Seit es den VAR gibt, sorgt er immer wieder für Diskussionen. Auch während der EM ist das nicht anders. Besonders eine Szene im Halbfinal zwischen England und Dänemark hat für erhitzte Gemüter gesorgt. Der Schiedsrichter gibt Penalty, die Wiederholungen zeigen, England-Star Sterling wurde wenn dann nur leicht berührt. Ein strittiger Entscheid und trotzdem mischt sich der VAR nicht ein.
Markus Babbel redet sich schon fast in Rage, wenn er über die Szene spricht. «Natürlich war ein Kontakt da, aber wir reden von einem Kontaktsport!

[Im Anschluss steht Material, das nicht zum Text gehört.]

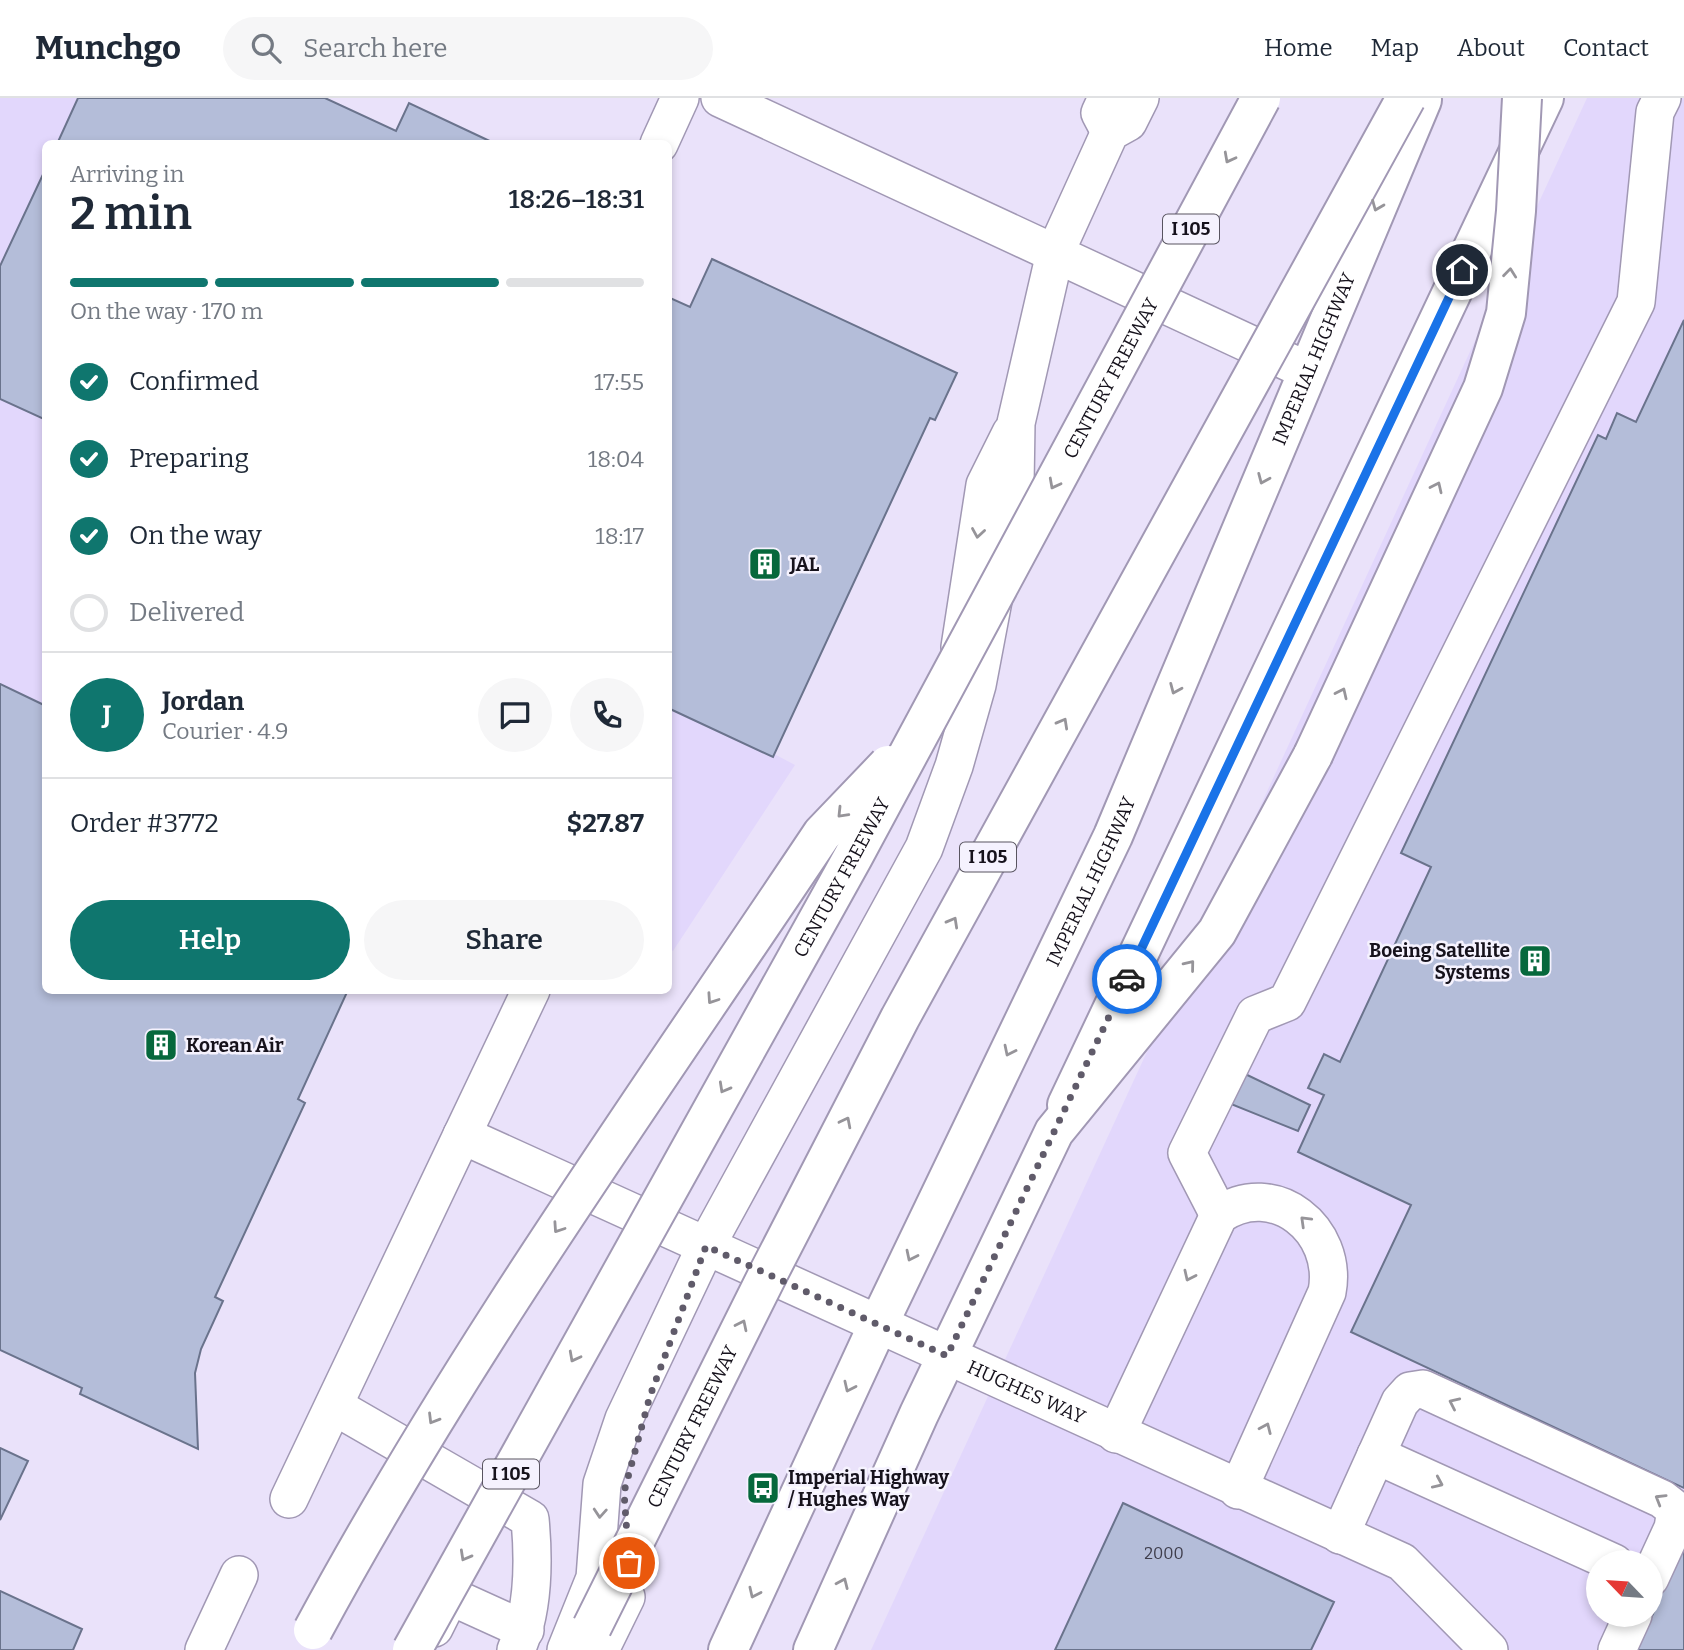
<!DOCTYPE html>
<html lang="en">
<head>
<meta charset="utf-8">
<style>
	:root { --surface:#fff; --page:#f6f6f7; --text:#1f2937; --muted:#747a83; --line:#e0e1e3; --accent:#0f766e }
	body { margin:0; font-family:Bitter,serif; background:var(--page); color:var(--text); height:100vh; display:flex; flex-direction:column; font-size:26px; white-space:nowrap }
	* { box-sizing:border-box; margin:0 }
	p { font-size:23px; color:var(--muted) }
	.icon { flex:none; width:38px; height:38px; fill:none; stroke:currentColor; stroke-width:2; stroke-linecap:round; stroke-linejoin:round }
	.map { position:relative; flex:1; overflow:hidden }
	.side { position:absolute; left:42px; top:42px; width:630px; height:854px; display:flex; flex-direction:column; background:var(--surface); border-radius:10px; box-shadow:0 4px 10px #0003 }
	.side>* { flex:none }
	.needle { width:46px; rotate:295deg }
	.buttons { position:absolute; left:1586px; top:1452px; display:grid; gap:14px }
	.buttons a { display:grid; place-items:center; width:77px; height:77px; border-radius:50%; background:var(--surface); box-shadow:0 4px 10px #0003; font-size:35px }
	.pin { position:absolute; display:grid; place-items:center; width:60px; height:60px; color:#fff; margin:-30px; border:4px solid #fff; border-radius:50%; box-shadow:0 2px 7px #0007 }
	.courier { position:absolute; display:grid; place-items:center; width:70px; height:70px; margin:-35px; border:5px solid #1a73e8; border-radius:50%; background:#fff; color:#222; box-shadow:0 2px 9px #0007 }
	.summary em { font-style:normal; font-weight:600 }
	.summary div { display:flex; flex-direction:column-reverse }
	.summary { display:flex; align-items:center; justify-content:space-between; height:119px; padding:0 28px }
	h1 { font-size:46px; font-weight:600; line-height:52px }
	.bar { display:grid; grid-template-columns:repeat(4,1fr); gap:10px 7px; align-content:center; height:84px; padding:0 28px }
	.bar i { height:9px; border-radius:5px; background:var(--line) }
	.bar .active { background:var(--accent) }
	.bar p { grid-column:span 4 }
	.line { display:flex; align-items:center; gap:18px; padding:0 28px; border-top:2px solid var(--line) }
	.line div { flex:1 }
	.round { display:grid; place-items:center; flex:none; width:74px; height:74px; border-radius:37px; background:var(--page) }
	ol { padding:0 28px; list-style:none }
	li { display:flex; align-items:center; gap:21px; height:77px }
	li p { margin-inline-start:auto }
	li .icon { padding:7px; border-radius:50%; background:var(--accent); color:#fff; stroke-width:4 }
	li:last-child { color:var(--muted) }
	li i { width:38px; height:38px; border:4px solid var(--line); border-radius:50% }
	.primary-button { display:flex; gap:14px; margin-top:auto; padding:14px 28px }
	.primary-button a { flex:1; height:80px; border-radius:42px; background:var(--accent); color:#fff; font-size:28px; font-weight:600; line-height:80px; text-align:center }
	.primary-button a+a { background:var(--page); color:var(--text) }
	header { display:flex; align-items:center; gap:42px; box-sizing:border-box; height:98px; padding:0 35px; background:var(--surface); border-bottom:2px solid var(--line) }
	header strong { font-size:33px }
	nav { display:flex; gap:38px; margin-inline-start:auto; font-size:24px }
	.search { width:490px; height:63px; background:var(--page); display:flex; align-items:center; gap:18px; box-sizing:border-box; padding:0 24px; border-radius:38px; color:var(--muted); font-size:26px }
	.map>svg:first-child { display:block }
	.built { fill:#e2d7fc; fill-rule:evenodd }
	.building { fill:#b4bdd9; stroke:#6a738c; stroke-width:2 }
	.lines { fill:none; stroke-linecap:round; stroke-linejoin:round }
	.minor-casing { stroke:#a198b4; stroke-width:40 }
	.major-casing { stroke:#a198b4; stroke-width:42 }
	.highway-casing { stroke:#a198b4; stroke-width:42 }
	.minor { stroke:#fff; stroke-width:37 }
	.major { stroke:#fff; stroke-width:38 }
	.highway { stroke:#fff; stroke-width:38 }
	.highway-bridge-casing { stroke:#a198b4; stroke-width:42; stroke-linecap:butt }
	.highway-bridge { stroke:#fff; stroke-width:38 }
	.oneway { stroke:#969499 }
	.done { stroke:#605b6a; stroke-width:7; stroke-dasharray:0 12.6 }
	.route { stroke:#1a73e8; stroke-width:9 }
	.labels { text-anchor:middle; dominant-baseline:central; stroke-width:5; stroke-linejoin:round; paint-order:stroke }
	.number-label { font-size:16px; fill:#3e3d4b }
	.shield { fill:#f5f2fe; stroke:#595560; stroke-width:2 }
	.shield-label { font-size:18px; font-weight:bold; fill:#16121c }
	.street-label { font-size:19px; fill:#16121c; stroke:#f5f2fe }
	.poi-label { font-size:19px; font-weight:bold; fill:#16121c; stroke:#f5f2fe; text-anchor:start }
</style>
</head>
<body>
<header>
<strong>Munchgo</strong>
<div class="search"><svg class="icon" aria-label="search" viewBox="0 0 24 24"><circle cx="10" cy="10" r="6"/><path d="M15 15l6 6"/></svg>Search here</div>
<nav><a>Home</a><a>Map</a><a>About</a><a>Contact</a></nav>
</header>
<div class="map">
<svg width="1684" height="1552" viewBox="0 0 1684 1552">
	<rect width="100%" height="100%" fill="#eae2fa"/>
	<!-- built -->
	<path class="built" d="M0 0H99L78 45 46 46 45 118 0 217Z
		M1587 0H1684V1552H871ZM1598 1465H1650V1517H1598Z
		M0 293 45 313 46 892 0 1044Z
		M669 600 795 667 673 853 669 851Z"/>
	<!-- building -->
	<path class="building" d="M78 0H325L396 33 409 5 496 46H57Z
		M46 70V322L0 301V168Z
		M712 161 957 275 935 322 930 320 773 659 668 610V199L690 209Z
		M1684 222V1390L1351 1234 1411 1107 1298 1054 1324 997 1308 990 1324 956 1340 964 1431 769 1401 755 1598 337 1606 341 1617 315 1636 324Z
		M0 586 46 608V892H348L298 1001 305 1005 215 1199 223 1203 201 1251 195 1275 198 1351 80 1296 82 1290 0 1252Z
		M1241 974 1310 1007 1298 1033 1226 1004Z
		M0 1350 28 1363 0 1422Z
		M1123 1405 1334 1504 1311 1552H1055Z
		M1684 1448V1552H1636L1658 1505 1651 1502Z
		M0 1493 82 1531 73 1552H0Z"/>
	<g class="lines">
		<defs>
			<g id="minor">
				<path d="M720 0 1308 273"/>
				<path d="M1107 0 1100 15 1110 34"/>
				<path d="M659 46 680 0"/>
				<path d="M960 549 985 387 1011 335"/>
				<path id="s1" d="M462 1037 1402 1464 1489 1552"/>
				<path d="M1219 1117 1187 1055 1255 917 1287 904 1636 204 1655 14 1662 0"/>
				<path d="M334 1308 530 1421C534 1464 534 1513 516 1552"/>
				<path d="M1116 1336 1219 1117C1274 1079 1339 1132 1327 1194L1238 1392"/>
				<path d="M1376 1357 1614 1465"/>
				<path d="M289 1401 531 892"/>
				<path d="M1340 1437 1400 1304 1410 1293 1423 1291 1662 1401 1676 1412 1673 1430 1650 1480"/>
				<path d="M434 1530 450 1498 525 1532"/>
				<path d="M204 1552 239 1477"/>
				<path d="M566 1552 595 1480 602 1386 624 1321 706 1148 924 750 954 668 977 587 1015 387 1016 325 1055 155 1110 34 1128 24 1140 0"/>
				<path d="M600 1552 626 1499"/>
				<path d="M1617 1552 1633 1517"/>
			</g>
			<g id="major">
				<path d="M1067 1007 1544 0"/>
				<path id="s2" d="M728 1552 878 1227 1113 738 1422 2"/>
			</g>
			<path id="highway" d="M813 1552 919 1316 1054 1034 1217 834 1313 657"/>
		</defs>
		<!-- minor casing -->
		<use href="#minor" class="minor-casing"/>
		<!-- major casing -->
		<use href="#major" class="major-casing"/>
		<!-- highway casing -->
		<use href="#highway" class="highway-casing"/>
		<!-- minor -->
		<use href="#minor" class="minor"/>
		<!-- major -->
		<use href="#major" class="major"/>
		<!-- highway -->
		<use href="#highway" class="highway"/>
		<defs>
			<g id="highway-bridge">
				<path d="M1313 657 1483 290 1506 215 1516 113 1522 0"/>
				<path id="s3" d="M592 1529 769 1174 900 920 1406 0"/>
				<path d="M313 1532C463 1254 647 998 822 736L888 667"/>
				<path id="s4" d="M412 1552 853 759 1261 0"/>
			</g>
		</defs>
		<!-- highway-bridge casing -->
		<use href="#highway-bridge" class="highway-bridge-casing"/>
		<!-- highway-bridge -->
		<use href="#highway-bridge" class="highway-bridge"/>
	</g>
	<!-- one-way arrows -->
	<defs><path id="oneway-chevron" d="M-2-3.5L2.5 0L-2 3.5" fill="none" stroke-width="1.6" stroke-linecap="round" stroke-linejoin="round" transform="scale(1.75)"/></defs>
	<g class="oneway">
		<use href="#oneway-chevron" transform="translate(1229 60) rotate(118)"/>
		<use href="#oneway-chevron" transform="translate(1377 108) rotate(112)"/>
		<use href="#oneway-chevron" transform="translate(1510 175) rotate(-84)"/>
		<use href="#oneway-chevron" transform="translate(1263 381) rotate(113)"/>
		<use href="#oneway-chevron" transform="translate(1054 386) rotate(118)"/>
		<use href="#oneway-chevron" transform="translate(1437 389) rotate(-65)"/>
		<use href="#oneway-chevron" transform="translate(978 435) rotate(99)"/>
		<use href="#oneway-chevron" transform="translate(1175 591) rotate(113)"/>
		<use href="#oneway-chevron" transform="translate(1342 595) rotate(-65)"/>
		<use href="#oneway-chevron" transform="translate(1063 625) rotate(-61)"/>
		<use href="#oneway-chevron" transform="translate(842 715) rotate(134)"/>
		<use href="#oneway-chevron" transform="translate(953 824) rotate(-61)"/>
		<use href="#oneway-chevron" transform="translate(1190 867) rotate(-51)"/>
		<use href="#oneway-chevron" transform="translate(712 901) rotate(124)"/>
		<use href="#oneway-chevron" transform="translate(1009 953) rotate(116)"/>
		<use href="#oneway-chevron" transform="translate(724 990) rotate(119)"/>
		<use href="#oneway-chevron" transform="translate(846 1024) rotate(-63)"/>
		<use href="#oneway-chevron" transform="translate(1305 1123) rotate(-136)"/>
		<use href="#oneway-chevron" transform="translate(558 1130) rotate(124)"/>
		<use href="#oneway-chevron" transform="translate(911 1158) rotate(116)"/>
		<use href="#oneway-chevron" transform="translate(1189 1178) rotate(115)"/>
		<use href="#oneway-chevron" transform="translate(742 1227) rotate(-64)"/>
		<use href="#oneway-chevron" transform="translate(574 1259) rotate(118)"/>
		<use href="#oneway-chevron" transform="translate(849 1289) rotate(115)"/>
		<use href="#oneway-chevron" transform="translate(1454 1305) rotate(-155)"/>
		<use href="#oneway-chevron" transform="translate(433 1321) rotate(121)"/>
		<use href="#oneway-chevron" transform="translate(1266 1330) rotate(-66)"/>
		<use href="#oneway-chevron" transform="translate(1438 1385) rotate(24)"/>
		<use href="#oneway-chevron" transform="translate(1660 1401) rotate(-149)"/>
		<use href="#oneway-chevron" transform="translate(600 1415) rotate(94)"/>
		<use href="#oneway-chevron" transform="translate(465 1458) rotate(119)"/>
		<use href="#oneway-chevron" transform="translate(843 1485) rotate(-66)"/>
		<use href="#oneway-chevron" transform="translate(754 1495) rotate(115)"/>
	</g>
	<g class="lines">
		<!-- done -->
		<path class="done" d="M629 1465 624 1394 650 1298 706 1148 947 1258 1127 881"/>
		<!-- route -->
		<path class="route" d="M1127 881 1462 172"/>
	</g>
	<!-- icons -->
	<defs>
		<symbol id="building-square" viewBox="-11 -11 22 22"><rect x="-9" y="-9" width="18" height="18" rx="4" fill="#06683c" stroke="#f5f2fe"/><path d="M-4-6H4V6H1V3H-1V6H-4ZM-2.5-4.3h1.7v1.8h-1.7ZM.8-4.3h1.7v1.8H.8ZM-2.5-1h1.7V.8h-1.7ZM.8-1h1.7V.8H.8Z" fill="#fff"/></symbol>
		<symbol id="bus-square" viewBox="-11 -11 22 22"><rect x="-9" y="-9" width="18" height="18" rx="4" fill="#06683c" stroke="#f5f2fe"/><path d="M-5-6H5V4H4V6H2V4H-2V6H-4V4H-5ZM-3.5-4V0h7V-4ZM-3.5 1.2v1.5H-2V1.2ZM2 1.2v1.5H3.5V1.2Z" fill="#fff"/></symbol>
	</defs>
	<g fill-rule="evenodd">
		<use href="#building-square" x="746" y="447" width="38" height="38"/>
		<use href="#building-square" x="1516" y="844" width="38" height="38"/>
		<use href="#building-square" x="142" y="928" width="38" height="38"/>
		<use href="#bus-square" x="744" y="1371" width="38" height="38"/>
	</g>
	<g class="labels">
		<!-- number labels -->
		<g class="number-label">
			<text x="1164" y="1455">2000</text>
		</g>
		<!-- shield labels -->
		<g class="shield">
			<rect x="1163" y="116.5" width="56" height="29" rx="5"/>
			<rect x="960" y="744.5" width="56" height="29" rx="5"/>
			<rect x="483" y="1361.5" width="56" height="29" rx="5"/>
		</g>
		<g class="shield-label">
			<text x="1191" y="131">I 105</text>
			<text x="988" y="759">I 105</text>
			<text x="511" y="1376">I 105</text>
		</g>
		<!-- street labels -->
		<g class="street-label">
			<text stroke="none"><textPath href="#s2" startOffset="1418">IMPERIAL HIGHWAY</textPath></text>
			<text stroke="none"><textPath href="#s4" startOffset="1451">CENTURY FREEWAY</textPath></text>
			<text stroke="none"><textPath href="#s4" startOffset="884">CENTURY FREEWAY</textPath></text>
			<text stroke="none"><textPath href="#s2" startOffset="850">IMPERIAL HIGHWAY</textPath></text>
			<text stroke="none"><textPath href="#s1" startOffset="620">HUGHES WAY</textPath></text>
			<text stroke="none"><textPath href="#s3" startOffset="224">CENTURY FREEWAY</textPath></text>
		</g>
		<!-- poi labels -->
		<g class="poi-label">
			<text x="790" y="466">JAL</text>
			<text x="1510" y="852" text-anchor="end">Boeing Satellite<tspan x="1510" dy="22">Systems</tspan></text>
			<text x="186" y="947">Korean Air</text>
			<text x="788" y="1379">Imperial Highway<tspan x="788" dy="22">/ Hughes Way</tspan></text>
		</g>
	</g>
</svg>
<div class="buttons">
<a><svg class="needle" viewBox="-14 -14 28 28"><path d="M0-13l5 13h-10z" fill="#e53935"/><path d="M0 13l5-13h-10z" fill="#747a83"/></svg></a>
</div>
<div class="pin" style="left:629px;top:1465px;background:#ea580c"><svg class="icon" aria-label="bag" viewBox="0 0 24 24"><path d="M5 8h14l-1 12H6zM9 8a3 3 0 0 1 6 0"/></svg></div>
<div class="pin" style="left:1462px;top:172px;background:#1f2937"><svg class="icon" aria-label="home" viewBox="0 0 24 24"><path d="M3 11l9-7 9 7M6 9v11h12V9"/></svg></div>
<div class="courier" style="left:1127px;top:881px"><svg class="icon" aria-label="car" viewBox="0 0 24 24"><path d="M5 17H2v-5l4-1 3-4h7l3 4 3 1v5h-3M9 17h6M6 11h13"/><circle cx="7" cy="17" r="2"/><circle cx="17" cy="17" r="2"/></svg></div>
<section class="side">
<div class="summary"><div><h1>2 min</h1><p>Arriving in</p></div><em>18:26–18:31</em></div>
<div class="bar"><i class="active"></i><i class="active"></i><i class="active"></i><i></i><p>On the way · 170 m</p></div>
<ol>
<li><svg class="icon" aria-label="check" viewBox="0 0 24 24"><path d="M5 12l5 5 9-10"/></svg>Confirmed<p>17:55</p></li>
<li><svg class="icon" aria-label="check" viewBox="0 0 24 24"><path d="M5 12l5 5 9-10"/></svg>Preparing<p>18:04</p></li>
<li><svg class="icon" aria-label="check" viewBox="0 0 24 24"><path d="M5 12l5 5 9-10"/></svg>On the way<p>18:17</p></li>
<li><i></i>Delivered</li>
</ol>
<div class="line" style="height:126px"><b class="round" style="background:var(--accent);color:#fff">J</b><div><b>Jordan</b><p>Courier · 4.9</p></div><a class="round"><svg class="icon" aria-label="chat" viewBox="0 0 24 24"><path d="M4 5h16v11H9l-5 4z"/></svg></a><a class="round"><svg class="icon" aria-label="phone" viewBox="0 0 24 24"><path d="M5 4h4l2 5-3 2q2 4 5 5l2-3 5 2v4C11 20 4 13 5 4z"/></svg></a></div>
<div class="line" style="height:91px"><div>Order #3772</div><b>$27.87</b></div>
<div class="primary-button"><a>Help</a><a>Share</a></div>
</section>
</div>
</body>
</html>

Im Supermarkt hab ich mehr Kontakt und ich fall nicht jedes Mal zu Boden und muss mich wieder hochraffen.» Dabei war er während der Gruppenphase noch zuversichtlich, da hätten die Schiedsrichter und der VAR einen super Job gemacht. «Sie haben es wieder laufen lassen. Die Spieler waren total überrascht, dass nicht jede Kleinigkeit gepfiffen wurde.»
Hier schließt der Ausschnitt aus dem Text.